Nowy singiel Taylor Swift „You Need to Calm Down” został pochwalony za wysiłki na rzecz podniesienia świadomości społeczności LGBTQ, ale nie wszyscy czują, że piosenka jest nowa teledysk.

Po tym, jak w poniedziałek rano otrząsnęli się z przepełnionych scenkami celebrytów, ludzie zaczęli dostrzegać kilka podobieństw między teledyskiem Taylora a teledyskiem Beyoncé do „Party” z 2011 roku.

Ich dowody są dość przekonujące. Po prostu spójrz na te obok siebie fotosy.

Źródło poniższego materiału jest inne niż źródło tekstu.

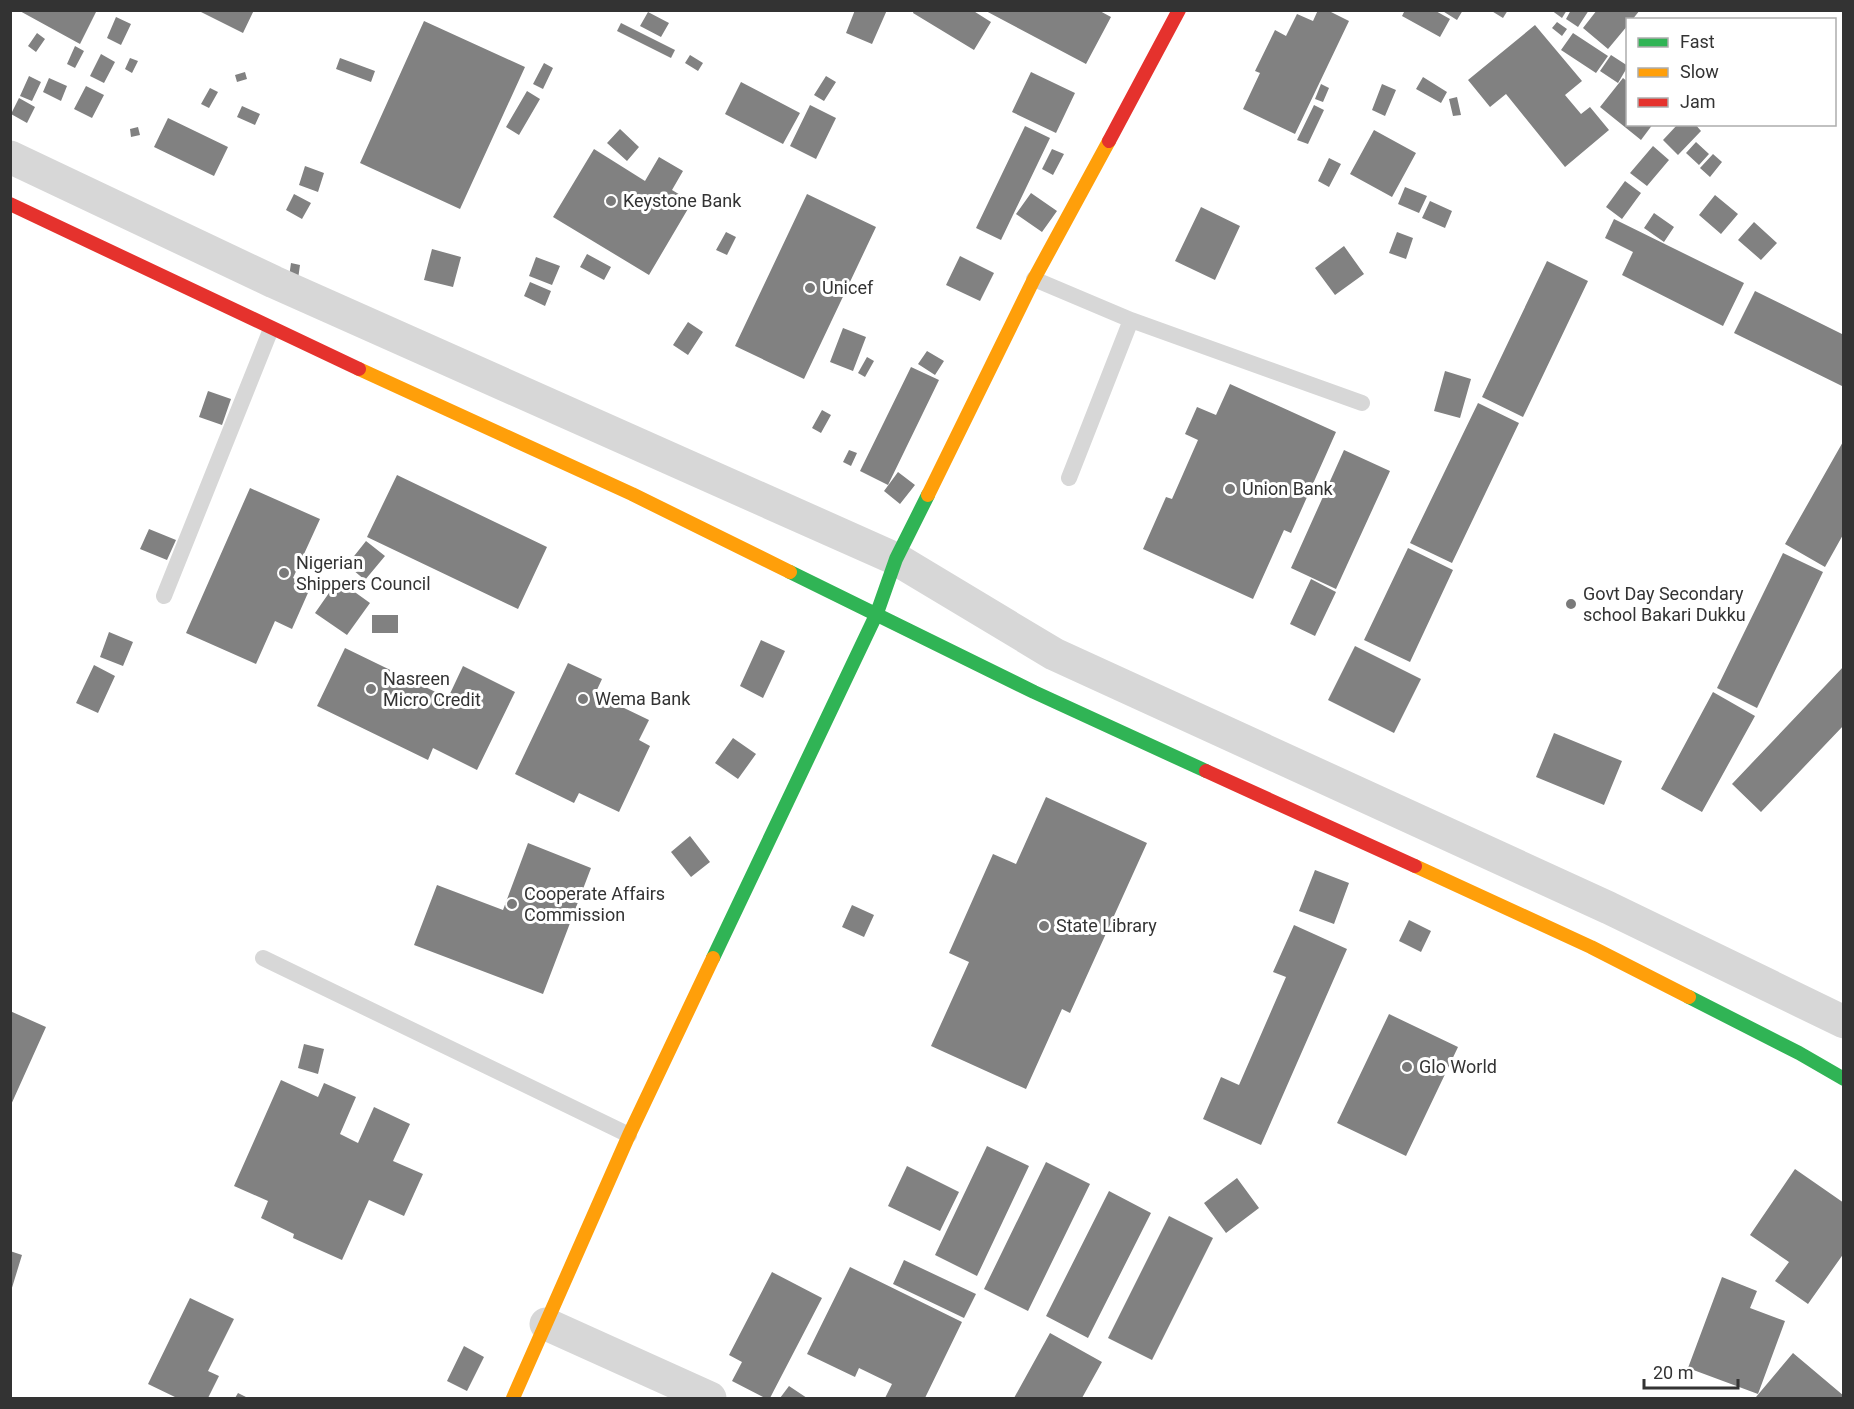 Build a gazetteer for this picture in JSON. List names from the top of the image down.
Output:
{
  "places": [
    "Keystone Bank",
    "Unicef",
    "Union Bank",
    "Nigerian Shippers Council",
    "Govt Day Secondary school Bakari Dukku",
    "Nasreen Micro Credit",
    "Wema Bank",
    "Cooperate Affairs Commission",
    "State Library",
    "Glo World"
  ],
  "legend": ["Fast", "Slow", "Jam"],
  "scale_bar": "20 m"
}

Po pierwsze, jest cała sceneria przyczepy kempingowej i motyw naziemnej imprezy przy basenie, w którym odbywają się oba filmy. A Taylor i Queen Bey również mieli bardzo podobne wybory modowe, w tym futro i kombinację bikini.

To powiedziawszy, Swift też zrobił całkiem sporo odniesienia do filmów w jej filmie, w tym ukłon w stronę Legalna blondynkaElle Woods (Reese Witherspoon), która również nosiła futro na bikini.

Chociaż jest to całkowicie prawdopodobne, Taylor nie zamierzała kopiować Beyoncé, jej nowy film z pewnością nie pomaga jej w sprawie z Beyhive. W zeszłym miesiącu fanklub Beyoncé

click fraud protection
przyszedł po piosenkarza po występie na perkusji Billboard Music Awards, ponieważ wyglądał bardzo podobnie do zestawu Bey Coachella.

Taylor Swift Beyonce

Źródło: Getty Images

Słowo do mądrych: nie zadzieraj z Beyhive — zawsze przynoszą rachunki.